Personal profile

Biography

Tony Gash was a Demy at Magdalen College Oxford. He was appointed as a lecturer in English Literature at UEA, and went on to be co-founder of the B.A. Drama Programmes, which have recently come first in national league tables for University drama teaching, and was founder of the M.A. in Theatre Directing in 1993.  He continues to be the director of these courses. . He has also worked with philosophers in the field of aesthetics, particularly theatrical aesthetics, and has supervised PhDs in that field. His interests include Shakespeare, Samuel Beckett, theatre and the novel, and theatrical theory in all periods (e.g. Nietzsche, Craig, Brecht)

Selected Publications:

  • A.Gash. ed., Word and Image in the Theatre, Word and Image , Vol.4, Nos.3/4, July-December, 1988
  • A..Gash, 'Bidding Farewell to Carnival: the Politics of Twelfth Night', (Q/W/E/R/T/Y, Arts, Litteratures et Civilisations du Monde Anglophone, l995), pp.ll-l9.
  • A. Gash, Nights at The Circus, adaptation (with V. Sage) and direction of the novel by Angela Carter  (l995).
  • A. Gash, Shakespeare, Carnival and the Sacred, The Winter's Tale and Measure for Measure, in: Ronald Knowles, ed.,Shakespeare and CarnivalAfter Bakhtin (Macmillan l998), pp.l77-210..
  • "Plato's Theatre of the Mind" in Theatre Theories (ed. Frost).,2000
  • Practical research projects on a) Directing and b) Voice Verse and Performance.
  • The Voice of Grief in Shakespeare and Dowland (compact discs )
  • A.Gash, The Substance of Shadows, Shakespeare's Dialogue with Plato (still to come: monograph commissioned by Routledge)
  • A.Gash, director/adaptor: Mary’s Steps.(A new version of the N-Town plays, with a frame-play on Margery Kemp, Julian of Norwich and  the Norwich heresy trials), 2010

Key Research Interests

A continuing concern, straddling many genres and periods has been with the Menippean Tradition (Lucian,Erasmus, Rabelais,Cervantes, Sterne)  and on Saturnalia and festivity. Writings on the theory and practice of  ‘Carnival’ include: ‘Carnival against Lent: The Ambivalence of Medieval Drama ' in ed.
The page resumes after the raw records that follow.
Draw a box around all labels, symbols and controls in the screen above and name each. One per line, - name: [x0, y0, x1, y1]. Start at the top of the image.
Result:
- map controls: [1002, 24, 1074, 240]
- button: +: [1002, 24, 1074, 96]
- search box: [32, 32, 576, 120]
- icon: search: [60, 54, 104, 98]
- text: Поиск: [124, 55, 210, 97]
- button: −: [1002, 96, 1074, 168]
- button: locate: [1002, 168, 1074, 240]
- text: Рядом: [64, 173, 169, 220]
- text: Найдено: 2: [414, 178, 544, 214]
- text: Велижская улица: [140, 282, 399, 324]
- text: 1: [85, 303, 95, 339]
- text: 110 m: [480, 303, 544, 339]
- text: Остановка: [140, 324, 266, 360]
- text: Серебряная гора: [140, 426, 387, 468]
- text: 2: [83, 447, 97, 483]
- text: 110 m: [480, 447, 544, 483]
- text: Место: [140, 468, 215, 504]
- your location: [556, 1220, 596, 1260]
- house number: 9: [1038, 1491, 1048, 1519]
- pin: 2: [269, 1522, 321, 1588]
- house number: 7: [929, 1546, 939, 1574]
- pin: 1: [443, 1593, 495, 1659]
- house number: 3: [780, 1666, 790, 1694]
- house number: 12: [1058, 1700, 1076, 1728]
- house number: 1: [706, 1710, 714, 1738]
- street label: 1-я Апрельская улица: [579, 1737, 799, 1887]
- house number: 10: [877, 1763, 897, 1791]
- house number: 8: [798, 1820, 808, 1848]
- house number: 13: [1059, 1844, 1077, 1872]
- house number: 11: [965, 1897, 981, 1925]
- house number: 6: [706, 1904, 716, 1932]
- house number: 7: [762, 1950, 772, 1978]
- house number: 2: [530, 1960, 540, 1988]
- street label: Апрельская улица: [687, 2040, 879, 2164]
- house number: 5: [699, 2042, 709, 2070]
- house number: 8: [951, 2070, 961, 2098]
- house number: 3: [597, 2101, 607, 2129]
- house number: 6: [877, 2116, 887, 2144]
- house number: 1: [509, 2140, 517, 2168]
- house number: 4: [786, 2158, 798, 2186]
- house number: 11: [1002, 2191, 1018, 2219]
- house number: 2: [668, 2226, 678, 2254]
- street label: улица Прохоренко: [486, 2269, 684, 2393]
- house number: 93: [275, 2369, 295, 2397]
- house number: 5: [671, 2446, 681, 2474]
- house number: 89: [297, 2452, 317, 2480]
David Aers, Medieval Literature, Criticism and Idelology,(Harvester 1986), Carnival and the Poetics of Reversal' in New Directions in Theatre, ed J. Hilton (Macmillan, 1995) and Shakespeare Carnival and the Sacred: The Winter's Tale and Measure for Measure in Shakespeare and Carnival after Bakhtin ed. R Knowles, (Macmillan, 1998)

His life’s work has been on  relations between Plato and Shakespeare, their shared concerns and structures, and their historical mediators.

Recently he has been looking into ways of bringing Medieval East Anglian drama back to the East Anglian community.